[Start of section]
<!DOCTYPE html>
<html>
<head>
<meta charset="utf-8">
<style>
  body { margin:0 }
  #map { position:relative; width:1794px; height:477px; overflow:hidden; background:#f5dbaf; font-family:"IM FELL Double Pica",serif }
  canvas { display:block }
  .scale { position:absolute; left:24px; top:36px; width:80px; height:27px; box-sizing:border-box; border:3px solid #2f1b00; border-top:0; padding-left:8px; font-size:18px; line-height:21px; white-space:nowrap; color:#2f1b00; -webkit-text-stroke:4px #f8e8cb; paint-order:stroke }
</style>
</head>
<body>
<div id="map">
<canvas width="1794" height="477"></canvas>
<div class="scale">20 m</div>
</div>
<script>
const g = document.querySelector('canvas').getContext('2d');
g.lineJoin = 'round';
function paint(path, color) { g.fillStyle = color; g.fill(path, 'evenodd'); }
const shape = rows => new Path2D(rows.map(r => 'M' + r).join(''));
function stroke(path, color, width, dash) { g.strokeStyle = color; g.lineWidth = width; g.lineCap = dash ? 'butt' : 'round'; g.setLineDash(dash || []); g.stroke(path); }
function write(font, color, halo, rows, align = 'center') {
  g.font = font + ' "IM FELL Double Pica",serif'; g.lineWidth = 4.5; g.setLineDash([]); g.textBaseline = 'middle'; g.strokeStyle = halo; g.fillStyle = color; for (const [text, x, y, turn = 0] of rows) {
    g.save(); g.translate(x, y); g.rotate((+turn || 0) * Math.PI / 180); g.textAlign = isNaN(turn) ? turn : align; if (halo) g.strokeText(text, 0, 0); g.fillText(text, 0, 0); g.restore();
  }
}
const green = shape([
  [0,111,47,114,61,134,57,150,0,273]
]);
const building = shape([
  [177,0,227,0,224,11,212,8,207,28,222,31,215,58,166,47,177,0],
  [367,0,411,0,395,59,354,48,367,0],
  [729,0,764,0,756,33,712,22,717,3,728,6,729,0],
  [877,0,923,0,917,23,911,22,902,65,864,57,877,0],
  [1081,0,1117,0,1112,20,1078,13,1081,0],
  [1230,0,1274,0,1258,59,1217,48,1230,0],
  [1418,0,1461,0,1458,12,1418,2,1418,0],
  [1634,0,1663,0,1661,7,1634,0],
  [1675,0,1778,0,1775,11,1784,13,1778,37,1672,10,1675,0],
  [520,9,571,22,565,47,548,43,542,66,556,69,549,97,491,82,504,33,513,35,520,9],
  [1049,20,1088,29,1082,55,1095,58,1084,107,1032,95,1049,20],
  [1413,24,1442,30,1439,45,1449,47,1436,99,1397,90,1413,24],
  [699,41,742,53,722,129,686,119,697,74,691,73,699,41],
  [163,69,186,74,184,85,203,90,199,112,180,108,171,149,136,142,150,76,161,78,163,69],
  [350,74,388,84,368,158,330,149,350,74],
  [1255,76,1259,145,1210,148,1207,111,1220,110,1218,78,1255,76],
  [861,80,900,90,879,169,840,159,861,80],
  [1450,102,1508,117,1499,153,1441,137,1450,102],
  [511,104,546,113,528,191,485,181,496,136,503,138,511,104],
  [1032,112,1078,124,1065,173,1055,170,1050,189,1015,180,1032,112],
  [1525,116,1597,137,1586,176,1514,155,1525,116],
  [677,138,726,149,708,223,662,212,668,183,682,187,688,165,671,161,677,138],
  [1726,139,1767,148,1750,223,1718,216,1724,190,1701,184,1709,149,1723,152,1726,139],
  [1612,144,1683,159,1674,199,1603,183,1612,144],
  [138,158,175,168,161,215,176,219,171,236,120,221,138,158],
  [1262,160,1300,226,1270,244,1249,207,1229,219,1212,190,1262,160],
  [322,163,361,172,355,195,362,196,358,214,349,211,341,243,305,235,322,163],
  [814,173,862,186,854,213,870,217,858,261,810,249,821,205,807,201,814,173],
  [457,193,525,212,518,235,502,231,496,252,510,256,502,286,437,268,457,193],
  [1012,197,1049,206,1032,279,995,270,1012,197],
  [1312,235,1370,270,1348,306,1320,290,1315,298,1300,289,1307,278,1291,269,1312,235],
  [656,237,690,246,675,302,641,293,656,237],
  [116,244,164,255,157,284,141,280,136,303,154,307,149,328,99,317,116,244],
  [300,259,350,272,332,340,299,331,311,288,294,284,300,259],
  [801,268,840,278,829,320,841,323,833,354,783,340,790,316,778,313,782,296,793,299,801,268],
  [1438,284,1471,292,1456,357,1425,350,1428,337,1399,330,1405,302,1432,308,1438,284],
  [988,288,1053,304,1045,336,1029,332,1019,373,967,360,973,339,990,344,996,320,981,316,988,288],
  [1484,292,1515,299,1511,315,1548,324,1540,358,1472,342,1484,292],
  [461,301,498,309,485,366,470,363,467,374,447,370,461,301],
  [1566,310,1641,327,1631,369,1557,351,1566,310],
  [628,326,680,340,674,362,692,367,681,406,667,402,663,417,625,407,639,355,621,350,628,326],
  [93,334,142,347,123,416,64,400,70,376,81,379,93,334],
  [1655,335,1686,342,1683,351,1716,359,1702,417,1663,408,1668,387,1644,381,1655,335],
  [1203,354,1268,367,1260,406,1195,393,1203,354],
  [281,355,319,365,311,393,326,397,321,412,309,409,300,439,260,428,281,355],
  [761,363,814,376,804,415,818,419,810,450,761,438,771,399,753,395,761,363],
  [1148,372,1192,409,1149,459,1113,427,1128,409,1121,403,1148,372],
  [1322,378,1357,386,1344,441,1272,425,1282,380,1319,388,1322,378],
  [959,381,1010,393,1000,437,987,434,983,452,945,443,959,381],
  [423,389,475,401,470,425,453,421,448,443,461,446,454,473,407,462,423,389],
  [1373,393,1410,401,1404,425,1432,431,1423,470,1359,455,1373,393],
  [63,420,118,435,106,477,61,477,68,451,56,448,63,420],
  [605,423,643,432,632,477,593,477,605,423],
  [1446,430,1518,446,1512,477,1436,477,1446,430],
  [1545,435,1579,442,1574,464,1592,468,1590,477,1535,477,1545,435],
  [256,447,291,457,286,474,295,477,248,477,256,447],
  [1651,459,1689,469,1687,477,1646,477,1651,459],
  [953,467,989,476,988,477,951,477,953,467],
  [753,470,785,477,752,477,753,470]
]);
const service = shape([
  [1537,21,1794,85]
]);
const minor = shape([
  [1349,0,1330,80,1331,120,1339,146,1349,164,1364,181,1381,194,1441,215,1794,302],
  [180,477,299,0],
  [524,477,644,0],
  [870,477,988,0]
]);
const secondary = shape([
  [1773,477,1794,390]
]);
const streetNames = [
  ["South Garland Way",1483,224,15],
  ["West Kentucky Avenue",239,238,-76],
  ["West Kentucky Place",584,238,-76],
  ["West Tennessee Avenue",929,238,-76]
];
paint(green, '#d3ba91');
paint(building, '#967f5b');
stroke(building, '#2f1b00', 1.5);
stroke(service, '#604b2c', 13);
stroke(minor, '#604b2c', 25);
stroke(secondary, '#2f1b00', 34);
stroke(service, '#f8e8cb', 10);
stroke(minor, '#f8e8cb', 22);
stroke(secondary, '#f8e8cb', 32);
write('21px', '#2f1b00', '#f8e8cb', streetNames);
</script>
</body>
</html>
[End of section]
▸ The problem
In the data above, how many lines carry the string "function"? Only the number should be given.

▸ The answer
3